# 08.4d: Black Hole Counts (Pre-computed)

**Compute black hole counts from distance matrices and save for reuse**

This notebook processes pre-computed Chebyshev distance matrices to extract black hole statistics across all training steps. By computing once and saving, we enable fast iteration on fission detection analysis.

## What We Compute

For each run, at each step:
- **Number of black holes** (connected components with population ≥2)
- **Total population** in black holes
- **Largest black hole size**

## Strategy

1. **Load** pre-computed Chebyshev distance matrices
2. **Build** adjacency graphs (GPU-accelerated)
3. **Run** Union-Find to extract connected components (CPU, sequential)
4. **Save** results as small safetensors files (~40 KB each)

## Performance

- Expected: ~7 minutes for 16 runs (one-time cost)
- Bottleneck: Union-Find algorithm (inherently sequential, can't be parallelized)

## Output

For each run, saves `black_hole_counts.safetensors` containing:
- `counts`: (10001,) int32 - number of black holes at each step
- `populations`: (10001,) int32 - total population in black holes
- `largest_bh_size`: (10001,) int32 - size of largest black hole

## Parameters

In [7]:
# Data directories
DATA_DIR = "../data"
RUN_PATTERN = "embeddings_128vocab_qweninit_run_*"
DISTANCE_FILE = "pairwise_distances.safetensors"
DISTANCE_KEY = "chebyshev_distances"
OUTPUT_FILE = "black_hole_counts.safetensors"

# Expected dimensions
EXPECTED_RUNS = 16
EXPECTED_STEPS = 10001
VOCAB_SIZE = 128

# Black hole threshold: bit-identical (use very small epsilon)
BLACK_HOLE_THRESHOLD = 1e-10

RANDOM_SEED = 42

## Imports

In [8]:
import torch
import numpy as np
from safetensors.torch import load_file, save_file
from pathlib import Path
from tqdm.auto import tqdm
from collections import defaultdict

torch.manual_seed(RANDOM_SEED)
np.random.seed(RANDOM_SEED)

## Find All Runs

In [9]:
data_dir = Path(DATA_DIR)
run_dirs = sorted(data_dir.glob(RUN_PATTERN))

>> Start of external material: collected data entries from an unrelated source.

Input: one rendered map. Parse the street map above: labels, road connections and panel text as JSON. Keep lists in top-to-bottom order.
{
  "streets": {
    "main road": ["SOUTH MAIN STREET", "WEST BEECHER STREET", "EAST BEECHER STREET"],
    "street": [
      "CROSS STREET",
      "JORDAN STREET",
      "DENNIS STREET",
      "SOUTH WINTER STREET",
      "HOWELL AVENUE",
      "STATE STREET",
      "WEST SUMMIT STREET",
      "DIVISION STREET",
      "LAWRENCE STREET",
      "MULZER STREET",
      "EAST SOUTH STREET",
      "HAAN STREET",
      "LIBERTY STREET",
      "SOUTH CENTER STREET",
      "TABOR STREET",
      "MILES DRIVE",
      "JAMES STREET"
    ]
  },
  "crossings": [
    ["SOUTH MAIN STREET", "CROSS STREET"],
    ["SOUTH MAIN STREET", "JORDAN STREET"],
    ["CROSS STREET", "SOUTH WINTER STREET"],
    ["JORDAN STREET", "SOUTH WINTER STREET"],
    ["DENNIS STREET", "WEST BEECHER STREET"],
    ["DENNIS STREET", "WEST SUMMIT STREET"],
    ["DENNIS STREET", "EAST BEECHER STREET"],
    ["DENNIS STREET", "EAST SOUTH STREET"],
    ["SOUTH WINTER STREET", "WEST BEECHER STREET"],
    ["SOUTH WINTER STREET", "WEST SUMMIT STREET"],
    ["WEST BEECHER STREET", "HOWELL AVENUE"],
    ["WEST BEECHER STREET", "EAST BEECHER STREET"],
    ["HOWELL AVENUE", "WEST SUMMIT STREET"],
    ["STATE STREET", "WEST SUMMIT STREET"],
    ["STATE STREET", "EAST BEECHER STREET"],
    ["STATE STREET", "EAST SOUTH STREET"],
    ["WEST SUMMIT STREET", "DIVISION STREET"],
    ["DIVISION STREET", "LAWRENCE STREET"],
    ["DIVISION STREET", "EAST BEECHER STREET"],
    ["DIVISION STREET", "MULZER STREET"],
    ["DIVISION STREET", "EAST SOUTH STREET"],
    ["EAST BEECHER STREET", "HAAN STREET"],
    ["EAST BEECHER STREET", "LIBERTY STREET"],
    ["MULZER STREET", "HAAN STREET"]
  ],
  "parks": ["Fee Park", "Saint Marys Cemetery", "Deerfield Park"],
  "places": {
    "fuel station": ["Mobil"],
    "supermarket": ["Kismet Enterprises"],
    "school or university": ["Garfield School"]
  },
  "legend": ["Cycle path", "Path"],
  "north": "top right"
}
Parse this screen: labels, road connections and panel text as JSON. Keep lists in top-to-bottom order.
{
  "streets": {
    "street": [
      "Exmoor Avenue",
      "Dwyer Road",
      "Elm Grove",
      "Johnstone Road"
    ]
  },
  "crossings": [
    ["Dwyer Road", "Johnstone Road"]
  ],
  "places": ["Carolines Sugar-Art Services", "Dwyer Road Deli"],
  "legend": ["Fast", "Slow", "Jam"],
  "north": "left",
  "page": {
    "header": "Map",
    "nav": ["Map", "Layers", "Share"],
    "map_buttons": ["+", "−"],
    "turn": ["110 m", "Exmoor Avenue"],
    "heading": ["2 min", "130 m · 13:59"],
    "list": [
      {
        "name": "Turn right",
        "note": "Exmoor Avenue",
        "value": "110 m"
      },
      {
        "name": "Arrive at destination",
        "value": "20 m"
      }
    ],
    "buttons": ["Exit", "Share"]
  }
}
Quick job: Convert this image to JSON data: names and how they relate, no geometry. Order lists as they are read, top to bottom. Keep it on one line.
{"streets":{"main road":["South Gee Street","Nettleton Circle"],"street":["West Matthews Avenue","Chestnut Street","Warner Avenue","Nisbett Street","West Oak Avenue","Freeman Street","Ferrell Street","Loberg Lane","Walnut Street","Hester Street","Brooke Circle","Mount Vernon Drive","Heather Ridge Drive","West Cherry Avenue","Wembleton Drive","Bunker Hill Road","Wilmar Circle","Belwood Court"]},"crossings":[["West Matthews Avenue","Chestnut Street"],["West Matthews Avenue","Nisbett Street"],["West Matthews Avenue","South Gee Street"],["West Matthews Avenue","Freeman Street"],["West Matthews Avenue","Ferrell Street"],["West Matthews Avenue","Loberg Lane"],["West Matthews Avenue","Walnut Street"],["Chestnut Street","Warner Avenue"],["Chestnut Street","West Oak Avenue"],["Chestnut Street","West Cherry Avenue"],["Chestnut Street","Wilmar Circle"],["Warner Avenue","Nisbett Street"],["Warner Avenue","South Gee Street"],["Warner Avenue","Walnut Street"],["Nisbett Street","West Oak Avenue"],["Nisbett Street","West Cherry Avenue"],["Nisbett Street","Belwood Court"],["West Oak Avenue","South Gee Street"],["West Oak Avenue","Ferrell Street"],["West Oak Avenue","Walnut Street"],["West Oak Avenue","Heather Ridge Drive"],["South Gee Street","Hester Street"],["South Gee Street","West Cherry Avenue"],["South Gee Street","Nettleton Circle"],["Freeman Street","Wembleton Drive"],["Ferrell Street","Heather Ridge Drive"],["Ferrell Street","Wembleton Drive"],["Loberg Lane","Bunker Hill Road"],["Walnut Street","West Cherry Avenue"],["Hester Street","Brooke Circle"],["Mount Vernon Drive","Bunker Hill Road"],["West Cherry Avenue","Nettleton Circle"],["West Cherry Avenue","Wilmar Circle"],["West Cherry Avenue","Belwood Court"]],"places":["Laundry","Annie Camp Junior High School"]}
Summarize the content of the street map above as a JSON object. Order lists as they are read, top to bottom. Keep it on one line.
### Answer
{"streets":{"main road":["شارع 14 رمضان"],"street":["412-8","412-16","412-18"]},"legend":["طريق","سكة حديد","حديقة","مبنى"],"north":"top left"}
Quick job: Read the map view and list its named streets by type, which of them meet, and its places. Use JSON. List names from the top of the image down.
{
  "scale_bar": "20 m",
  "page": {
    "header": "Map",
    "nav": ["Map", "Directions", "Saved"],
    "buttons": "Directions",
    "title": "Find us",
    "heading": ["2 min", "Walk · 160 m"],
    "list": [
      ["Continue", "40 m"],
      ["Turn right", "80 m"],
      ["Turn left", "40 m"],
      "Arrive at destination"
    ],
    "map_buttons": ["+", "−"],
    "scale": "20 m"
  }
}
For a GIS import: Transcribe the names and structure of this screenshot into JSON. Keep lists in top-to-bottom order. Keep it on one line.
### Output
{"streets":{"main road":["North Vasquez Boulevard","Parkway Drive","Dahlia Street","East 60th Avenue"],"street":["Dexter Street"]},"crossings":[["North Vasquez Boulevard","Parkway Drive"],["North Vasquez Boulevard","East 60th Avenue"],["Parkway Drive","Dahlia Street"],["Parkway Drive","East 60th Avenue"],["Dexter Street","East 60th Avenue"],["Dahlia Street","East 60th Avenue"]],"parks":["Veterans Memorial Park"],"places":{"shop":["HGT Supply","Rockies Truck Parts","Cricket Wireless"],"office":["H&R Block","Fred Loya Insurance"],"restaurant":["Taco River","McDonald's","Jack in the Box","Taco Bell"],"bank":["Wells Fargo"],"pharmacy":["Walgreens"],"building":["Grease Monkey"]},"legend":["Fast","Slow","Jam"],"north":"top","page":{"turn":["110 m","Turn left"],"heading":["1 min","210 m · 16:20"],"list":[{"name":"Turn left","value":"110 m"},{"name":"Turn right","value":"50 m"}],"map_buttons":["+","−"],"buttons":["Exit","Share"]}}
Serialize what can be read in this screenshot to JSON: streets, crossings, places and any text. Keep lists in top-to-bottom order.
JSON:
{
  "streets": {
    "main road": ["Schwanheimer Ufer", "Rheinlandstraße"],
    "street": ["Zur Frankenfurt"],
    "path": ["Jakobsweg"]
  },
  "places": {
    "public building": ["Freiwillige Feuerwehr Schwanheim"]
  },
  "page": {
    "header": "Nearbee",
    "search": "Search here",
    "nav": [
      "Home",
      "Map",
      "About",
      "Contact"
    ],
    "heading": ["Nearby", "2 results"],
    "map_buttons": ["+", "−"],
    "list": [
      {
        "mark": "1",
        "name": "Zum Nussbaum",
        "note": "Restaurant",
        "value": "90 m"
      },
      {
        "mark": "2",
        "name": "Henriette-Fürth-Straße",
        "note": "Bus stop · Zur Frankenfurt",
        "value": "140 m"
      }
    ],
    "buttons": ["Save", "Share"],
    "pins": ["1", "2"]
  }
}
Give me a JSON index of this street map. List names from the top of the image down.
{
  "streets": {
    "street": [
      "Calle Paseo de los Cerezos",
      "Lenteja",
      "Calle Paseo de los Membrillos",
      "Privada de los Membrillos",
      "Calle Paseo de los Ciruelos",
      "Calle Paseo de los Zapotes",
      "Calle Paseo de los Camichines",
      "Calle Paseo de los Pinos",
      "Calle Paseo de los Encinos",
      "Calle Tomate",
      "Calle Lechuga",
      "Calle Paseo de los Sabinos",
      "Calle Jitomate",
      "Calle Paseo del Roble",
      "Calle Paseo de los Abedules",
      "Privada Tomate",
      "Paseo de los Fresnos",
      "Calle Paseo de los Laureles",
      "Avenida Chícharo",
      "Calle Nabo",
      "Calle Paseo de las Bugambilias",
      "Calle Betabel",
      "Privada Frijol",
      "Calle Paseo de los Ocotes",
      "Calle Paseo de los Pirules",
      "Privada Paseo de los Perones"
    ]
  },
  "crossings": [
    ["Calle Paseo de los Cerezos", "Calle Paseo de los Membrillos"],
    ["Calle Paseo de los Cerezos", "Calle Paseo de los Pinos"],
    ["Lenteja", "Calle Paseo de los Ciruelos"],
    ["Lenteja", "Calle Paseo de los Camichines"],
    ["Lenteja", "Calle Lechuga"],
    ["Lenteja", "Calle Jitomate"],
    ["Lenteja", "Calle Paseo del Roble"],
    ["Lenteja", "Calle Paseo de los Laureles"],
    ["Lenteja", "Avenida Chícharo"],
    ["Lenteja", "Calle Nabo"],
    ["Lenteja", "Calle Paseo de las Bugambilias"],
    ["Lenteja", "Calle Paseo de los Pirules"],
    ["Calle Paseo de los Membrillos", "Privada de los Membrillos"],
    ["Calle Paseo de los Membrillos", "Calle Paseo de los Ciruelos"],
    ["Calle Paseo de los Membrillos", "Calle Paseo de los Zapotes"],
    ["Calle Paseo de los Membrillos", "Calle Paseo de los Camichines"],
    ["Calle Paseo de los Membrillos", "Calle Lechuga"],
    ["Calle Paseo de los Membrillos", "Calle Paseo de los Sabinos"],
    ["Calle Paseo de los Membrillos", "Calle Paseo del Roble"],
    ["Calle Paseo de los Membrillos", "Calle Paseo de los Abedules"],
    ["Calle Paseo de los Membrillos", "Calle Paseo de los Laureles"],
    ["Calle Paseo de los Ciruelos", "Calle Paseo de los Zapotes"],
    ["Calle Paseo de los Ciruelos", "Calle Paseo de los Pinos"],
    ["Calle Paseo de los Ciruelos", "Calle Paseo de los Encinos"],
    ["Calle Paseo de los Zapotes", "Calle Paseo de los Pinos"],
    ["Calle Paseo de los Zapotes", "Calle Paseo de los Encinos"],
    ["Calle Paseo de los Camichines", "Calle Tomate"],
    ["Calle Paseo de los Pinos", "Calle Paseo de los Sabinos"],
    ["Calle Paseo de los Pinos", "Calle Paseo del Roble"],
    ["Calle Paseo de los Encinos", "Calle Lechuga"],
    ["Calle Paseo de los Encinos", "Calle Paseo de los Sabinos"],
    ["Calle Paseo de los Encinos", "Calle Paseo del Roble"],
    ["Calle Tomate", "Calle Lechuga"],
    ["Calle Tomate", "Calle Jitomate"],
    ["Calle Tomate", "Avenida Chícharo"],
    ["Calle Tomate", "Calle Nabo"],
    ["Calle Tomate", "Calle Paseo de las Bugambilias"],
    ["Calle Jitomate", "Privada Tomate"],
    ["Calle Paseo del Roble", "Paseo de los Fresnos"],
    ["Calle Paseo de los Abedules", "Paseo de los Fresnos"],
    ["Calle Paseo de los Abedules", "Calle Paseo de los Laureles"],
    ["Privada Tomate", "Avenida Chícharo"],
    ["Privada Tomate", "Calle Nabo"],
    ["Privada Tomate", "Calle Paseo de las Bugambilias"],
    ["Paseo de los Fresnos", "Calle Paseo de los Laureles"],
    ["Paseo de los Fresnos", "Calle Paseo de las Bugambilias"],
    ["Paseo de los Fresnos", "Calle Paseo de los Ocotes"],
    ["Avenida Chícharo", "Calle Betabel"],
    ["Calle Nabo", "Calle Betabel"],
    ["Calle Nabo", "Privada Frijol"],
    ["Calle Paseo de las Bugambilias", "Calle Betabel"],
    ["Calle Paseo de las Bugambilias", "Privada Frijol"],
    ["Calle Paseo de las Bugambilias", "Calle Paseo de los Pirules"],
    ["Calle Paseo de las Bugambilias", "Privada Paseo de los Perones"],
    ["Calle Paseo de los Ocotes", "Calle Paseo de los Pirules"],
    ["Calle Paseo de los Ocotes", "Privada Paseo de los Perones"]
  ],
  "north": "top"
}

print(f"Found {len(run_dirs)} runs:")
for run_dir in run_dirs:
    print(f"  {run_dir.name}")

if len(run_dirs) != EXPECTED_RUNS:
    print(f"\n⚠ WARNING: Expected {EXPECTED_RUNS} runs, found {len(run_dirs)}")
else:
    print(f"\n✓ Found all {EXPECTED_RUNS} runs")

Found 16 runs:
  embeddings_128vocab_qweninit_run_001
  embeddings_128vocab_qweninit_run_002
  embeddings_128vocab_qweninit_run_003
  embeddings_128vocab_qweninit_run_004
  embeddings_128vocab_qweninit_run_005
  embeddings_128vocab_qweninit_run_006
  embeddings_128vocab_qweninit_run_007
  embeddings_128vocab_qweninit_run_008
  embeddings_128vocab_qweninit_run_009
  embeddings_128vocab_qweninit_run_010
  embeddings_128vocab_qweninit_run_011
  embeddings_128vocab_qweninit_run_012
  embeddings_128vocab_qweninit_run_013
  embeddings_128vocab_qweninit_run_014
  embeddings_128vocab_qweninit_run_015
  embeddings_128vocab_qweninit_run_016

✓ Found all 16 runs


## Union-Find for Connected Components

In [10]:
class UnionFind:
    """Union-Find data structure for finding connected components."""
    def __init__(self, n):
        self.parent = list(range(n))
        self.rank = [0] * n
    
    def find(self, x):
        if self.parent[x] != x:
            self.parent[x] = self.find(self.parent[x])  # Path compression
        return self.parent[x]
    
    def union(self, x, y):
        root_x = self.find(x)
        root_y = self.find(y)
        
        if root_x == root_y:
            return
        
        # Union by rank
        if self.rank[root_x] < self.rank[root_y]:
            self.parent[root_x] = root_y
        elif self.rank[root_x] > self.rank[root_y]:
            self.parent[root_y] = root_x
        else:
            self.parent[root_y] = root_x
            self.rank[root_x] += 1
    
    def get_components(self):
        """Return list of connected components (each component is a list of indices)."""
        components = defaultdict(list)
        for i in range(len(self.parent)):
            root = self.find(i)
            components[root].append(i)
        return list(components.values())


def find_black_holes(distance_matrix, threshold):
    """
    Find black holes in a distance matrix using Union-Find.
    
    Args:
        distance_matrix: (n, n) tensor of pairwise Chebyshev distances
        threshold: distance threshold for considering tokens identical
    
    Returns:
        black_holes: list of lists, each sublist contains token IDs in a black hole
    """
    n = distance_matrix.shape[0]
    uf = UnionFind(n)
    
    # Build adjacency graph: tokens within threshold are connected
    adjacency = (distance_matrix < threshold)
    
    # Extract upper triangle pairs that are adjacent (avoid redundant checks)
    triu_indices = torch.triu_indices(n, n, offset=1)
    adjacent_pairs = triu_indices[:, adjacency[triu_indices[0], triu_indices[1]]]
    
    # Union adjacent pairs
    for k in range(adjacent_pairs.shape[1]):
        i, j = adjacent_pairs[0, k].item(), adjacent_pairs[1, k].item()
        uf.union(i, j)
    
    # Get connected components with population ≥ 2
    components = uf.get_components()
    black_holes = [comp for comp in components if len(comp) >= 2]
    
    return black_holes


print("✓ Union-Find and black hole detection functions defined")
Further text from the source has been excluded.